The privileged class I am proposing has a substantial material base--a massive hunk of this country's wealth, which is right now being transferred at a fairly rapid pace from the "moving lane" parents to their "aboveground" offspring and heirs. Wealth, however, remains a necessary but insufficient determinant of class. There must also be a common culture, and this culture is what's lacking in today's privileged class.

The basic choice is to recognize that their children are really and truly different from the children of the less successful. ...

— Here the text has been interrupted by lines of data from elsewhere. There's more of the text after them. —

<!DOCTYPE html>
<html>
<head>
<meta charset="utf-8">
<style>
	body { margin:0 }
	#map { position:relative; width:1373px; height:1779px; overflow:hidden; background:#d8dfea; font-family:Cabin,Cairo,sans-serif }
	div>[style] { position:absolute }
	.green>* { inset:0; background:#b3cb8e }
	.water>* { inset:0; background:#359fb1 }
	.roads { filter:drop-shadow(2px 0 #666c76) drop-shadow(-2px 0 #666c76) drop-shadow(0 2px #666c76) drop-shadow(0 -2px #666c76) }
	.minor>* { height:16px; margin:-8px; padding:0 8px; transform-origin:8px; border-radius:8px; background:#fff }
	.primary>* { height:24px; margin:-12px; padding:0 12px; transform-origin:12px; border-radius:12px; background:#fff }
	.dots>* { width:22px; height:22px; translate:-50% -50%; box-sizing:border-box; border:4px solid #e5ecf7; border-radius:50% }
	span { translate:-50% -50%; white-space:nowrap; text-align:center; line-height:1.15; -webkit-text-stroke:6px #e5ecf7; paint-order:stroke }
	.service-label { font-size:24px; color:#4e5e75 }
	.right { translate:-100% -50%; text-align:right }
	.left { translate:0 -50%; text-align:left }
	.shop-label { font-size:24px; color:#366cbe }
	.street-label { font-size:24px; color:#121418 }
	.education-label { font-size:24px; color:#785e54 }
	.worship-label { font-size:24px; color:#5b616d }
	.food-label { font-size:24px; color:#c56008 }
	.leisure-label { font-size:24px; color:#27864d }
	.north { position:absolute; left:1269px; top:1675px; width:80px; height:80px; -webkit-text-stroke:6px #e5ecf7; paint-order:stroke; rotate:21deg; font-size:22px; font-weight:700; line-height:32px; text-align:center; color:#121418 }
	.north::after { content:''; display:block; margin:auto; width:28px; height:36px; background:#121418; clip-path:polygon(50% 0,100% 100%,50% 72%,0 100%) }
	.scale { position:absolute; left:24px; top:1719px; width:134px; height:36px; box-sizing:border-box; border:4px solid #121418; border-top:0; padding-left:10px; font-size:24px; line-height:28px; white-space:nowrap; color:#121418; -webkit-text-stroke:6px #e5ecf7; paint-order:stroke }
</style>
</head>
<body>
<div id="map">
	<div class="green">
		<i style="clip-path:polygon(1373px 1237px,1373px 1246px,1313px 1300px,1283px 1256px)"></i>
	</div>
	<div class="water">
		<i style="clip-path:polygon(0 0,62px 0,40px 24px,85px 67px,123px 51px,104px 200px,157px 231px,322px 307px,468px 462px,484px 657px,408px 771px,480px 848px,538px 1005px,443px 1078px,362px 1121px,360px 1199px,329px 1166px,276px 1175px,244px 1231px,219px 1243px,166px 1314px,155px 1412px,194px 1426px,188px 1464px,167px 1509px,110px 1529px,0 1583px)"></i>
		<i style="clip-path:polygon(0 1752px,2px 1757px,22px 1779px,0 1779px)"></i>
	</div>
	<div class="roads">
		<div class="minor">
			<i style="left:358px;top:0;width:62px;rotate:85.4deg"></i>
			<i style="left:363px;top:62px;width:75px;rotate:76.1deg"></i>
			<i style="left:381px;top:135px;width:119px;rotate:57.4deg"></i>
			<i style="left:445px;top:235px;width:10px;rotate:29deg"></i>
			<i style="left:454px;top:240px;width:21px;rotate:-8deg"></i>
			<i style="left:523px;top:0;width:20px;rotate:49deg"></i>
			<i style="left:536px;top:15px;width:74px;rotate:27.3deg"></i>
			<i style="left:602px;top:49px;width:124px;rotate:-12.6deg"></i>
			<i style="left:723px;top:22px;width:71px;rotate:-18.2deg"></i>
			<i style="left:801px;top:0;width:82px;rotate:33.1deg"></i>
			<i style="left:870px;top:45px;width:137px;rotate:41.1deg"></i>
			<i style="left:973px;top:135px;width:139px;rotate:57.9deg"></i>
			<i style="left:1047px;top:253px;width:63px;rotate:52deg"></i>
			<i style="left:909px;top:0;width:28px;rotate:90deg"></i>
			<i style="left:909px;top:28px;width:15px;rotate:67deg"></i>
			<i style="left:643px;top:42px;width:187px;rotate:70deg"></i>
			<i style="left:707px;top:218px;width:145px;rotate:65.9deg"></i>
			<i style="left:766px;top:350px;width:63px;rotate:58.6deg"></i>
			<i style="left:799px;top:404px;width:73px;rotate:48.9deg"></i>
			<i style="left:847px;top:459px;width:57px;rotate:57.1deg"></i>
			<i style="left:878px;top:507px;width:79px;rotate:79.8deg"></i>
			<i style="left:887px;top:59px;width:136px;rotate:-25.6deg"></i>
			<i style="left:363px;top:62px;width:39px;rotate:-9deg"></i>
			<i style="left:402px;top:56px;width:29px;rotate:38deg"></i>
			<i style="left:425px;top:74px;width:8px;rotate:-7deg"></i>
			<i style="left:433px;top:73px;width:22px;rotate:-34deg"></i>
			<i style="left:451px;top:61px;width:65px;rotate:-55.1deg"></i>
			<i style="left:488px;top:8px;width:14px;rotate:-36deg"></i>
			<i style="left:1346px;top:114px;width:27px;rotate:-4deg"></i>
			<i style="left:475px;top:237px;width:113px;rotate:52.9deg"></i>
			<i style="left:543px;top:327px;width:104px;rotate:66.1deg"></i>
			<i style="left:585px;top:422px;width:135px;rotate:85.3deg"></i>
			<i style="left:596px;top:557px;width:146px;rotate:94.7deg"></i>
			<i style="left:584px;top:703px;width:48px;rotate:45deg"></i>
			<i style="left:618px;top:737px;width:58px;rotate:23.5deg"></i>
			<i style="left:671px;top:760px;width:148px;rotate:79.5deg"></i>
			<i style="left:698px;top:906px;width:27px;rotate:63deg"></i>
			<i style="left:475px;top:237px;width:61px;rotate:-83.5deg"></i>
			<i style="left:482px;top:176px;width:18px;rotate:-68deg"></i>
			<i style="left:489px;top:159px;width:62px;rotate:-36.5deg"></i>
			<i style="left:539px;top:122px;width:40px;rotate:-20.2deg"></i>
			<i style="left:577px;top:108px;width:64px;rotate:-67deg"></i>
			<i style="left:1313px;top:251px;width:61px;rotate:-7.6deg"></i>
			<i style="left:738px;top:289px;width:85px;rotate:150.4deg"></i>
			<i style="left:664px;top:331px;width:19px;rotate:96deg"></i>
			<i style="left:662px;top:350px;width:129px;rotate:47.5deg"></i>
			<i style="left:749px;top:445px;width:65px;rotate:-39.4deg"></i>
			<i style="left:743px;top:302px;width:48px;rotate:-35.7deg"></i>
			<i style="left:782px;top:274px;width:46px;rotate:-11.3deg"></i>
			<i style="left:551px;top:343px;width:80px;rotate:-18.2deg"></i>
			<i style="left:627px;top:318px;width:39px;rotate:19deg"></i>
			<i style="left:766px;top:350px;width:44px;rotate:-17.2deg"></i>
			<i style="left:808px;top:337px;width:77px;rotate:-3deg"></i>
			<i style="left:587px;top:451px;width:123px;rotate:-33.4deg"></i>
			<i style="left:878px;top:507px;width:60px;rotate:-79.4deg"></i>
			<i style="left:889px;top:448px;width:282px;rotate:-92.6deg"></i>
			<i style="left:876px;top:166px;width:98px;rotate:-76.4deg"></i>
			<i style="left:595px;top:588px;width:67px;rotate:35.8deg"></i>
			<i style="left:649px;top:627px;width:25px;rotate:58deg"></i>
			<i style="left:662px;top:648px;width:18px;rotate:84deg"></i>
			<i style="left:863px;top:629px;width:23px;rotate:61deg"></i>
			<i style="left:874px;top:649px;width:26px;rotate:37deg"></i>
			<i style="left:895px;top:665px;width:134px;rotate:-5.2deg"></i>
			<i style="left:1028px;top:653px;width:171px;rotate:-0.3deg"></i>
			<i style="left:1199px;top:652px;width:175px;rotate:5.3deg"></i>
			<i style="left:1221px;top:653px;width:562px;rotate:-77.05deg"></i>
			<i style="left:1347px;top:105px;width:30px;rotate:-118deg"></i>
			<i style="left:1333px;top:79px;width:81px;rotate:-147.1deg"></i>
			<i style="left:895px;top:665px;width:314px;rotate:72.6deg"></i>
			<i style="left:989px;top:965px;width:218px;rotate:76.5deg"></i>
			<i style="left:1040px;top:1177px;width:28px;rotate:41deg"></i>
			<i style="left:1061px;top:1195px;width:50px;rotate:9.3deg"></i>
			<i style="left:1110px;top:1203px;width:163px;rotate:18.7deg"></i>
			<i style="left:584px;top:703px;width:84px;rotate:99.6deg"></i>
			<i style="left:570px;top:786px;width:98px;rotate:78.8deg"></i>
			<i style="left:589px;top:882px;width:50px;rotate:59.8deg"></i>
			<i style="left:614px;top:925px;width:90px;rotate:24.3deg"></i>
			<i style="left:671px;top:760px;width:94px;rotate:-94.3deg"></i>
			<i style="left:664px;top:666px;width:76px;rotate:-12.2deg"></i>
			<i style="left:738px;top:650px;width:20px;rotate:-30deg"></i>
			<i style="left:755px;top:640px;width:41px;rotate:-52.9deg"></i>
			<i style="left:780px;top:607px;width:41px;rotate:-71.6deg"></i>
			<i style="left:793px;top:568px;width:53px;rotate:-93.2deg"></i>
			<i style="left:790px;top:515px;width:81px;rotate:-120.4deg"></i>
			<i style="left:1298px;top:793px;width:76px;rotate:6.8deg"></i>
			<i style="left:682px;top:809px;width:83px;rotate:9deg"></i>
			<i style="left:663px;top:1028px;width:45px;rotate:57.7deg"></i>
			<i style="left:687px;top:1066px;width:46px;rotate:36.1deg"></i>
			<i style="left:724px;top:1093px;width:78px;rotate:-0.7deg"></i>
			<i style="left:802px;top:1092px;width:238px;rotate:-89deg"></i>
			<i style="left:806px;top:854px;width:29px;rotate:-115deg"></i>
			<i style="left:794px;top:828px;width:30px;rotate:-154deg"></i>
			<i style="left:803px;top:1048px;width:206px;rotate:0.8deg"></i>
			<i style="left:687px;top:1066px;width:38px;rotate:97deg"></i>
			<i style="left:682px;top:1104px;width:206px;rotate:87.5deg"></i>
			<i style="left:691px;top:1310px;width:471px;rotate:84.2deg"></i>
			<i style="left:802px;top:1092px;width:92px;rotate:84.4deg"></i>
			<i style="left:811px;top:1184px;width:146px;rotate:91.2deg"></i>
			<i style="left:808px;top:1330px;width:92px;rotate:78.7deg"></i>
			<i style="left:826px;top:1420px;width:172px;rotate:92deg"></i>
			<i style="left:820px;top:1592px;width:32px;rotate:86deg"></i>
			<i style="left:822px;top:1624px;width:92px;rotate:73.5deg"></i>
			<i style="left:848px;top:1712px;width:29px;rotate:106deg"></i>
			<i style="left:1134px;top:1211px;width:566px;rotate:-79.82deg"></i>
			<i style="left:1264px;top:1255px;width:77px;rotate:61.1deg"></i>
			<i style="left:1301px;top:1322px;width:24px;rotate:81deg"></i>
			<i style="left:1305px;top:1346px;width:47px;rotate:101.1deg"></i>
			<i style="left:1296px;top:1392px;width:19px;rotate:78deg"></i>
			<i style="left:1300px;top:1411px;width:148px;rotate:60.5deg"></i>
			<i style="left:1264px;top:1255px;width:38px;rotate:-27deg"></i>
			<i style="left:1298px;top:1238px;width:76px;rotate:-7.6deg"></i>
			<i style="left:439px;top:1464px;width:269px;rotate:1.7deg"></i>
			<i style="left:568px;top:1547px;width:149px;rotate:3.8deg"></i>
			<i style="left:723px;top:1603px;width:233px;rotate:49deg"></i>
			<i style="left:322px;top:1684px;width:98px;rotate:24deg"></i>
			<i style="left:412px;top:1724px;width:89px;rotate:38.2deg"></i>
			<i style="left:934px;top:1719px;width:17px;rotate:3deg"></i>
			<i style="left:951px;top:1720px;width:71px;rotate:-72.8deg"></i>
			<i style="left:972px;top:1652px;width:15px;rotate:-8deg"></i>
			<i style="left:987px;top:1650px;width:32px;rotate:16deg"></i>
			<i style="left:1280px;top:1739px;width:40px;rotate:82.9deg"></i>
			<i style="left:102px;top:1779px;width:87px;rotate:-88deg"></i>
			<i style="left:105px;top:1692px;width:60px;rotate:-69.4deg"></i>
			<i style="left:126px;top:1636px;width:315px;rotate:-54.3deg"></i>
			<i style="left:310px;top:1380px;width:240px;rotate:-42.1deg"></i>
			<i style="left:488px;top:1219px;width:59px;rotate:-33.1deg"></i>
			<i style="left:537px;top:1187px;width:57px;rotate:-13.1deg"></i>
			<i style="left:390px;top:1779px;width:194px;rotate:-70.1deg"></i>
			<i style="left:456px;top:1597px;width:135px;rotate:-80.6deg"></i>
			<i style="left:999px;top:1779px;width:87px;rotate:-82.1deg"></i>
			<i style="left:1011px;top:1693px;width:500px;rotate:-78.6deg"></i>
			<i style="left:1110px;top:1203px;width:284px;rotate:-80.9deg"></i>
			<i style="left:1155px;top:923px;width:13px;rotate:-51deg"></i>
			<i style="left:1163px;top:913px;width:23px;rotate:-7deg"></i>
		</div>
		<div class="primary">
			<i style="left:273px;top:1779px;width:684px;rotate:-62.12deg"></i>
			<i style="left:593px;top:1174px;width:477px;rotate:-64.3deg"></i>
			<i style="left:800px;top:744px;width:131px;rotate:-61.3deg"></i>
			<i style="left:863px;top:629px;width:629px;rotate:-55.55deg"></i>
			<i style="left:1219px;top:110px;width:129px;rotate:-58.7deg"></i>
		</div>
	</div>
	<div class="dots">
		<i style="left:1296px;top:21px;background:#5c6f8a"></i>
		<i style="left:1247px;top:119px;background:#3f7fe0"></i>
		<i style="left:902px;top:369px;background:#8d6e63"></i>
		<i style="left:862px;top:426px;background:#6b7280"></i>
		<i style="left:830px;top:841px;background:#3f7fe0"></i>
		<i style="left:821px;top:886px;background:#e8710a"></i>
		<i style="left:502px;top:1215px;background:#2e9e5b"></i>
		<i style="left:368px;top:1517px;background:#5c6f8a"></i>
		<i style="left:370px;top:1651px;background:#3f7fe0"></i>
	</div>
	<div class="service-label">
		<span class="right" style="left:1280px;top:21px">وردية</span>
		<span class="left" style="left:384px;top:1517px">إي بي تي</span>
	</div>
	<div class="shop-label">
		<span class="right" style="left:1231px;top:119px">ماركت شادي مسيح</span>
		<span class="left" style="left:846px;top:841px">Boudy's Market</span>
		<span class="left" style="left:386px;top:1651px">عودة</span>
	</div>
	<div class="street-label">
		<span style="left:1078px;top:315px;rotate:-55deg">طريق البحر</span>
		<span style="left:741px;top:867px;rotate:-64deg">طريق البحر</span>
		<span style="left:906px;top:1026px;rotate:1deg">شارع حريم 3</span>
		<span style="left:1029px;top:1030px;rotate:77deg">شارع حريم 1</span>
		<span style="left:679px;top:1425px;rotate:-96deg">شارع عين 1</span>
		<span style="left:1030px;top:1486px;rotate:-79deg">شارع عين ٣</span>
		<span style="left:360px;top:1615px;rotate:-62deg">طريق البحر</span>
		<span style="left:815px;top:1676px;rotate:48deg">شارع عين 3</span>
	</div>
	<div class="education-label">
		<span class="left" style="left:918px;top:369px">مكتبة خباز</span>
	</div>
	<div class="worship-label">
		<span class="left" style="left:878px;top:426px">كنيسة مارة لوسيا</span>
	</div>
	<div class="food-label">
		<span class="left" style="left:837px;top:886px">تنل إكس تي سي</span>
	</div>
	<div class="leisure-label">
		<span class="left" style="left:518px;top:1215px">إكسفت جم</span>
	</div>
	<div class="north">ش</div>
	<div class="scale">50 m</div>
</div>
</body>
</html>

Building this culture will, of course, demand special institutions. The most important of these, and the only one that stands a chance of any success against both consumerism and wealth perversity, is boarding school.

~ Nelson Aldrich, really and truly channelling Manifest Destiny, via The Happy Tutor.


Blogger The Happy said...

High culture, good taste, civic virtue. To wall off the children of the rich, behind a gate manned by a Porter, and to teach them their responsibilities would (re)produce a social class, but isn't that what you and I were trained for? And having failed it, we now wander the streets teaching our students where we find them. You see, I really do think that the liberal arts were and should be again the pererequiste for class and leadership. Even G.W. Bush would have gained, and the country too, if he had paid better attention at Yale.

2/21/2005 1:06 PM  
Blogger Tom Matrullo said...

You are probably right that such was the vision of liberal ed in the 70's at certain institutions. But I hardly believed it then, let alone now. At least, the hope for me was that the triv and quadriv could liberate precisely those who were not pre-DNA-destined to be our next rulers.

As for wandering the streets, I think Berger touches on something important here: the poor have no space. They are choking on themselves without much in the way of streets. It's like another dimension, which has no dimension. So the very possibility of setting oneself before them in the role of educator is challenged from the start - they have no before (nor an after).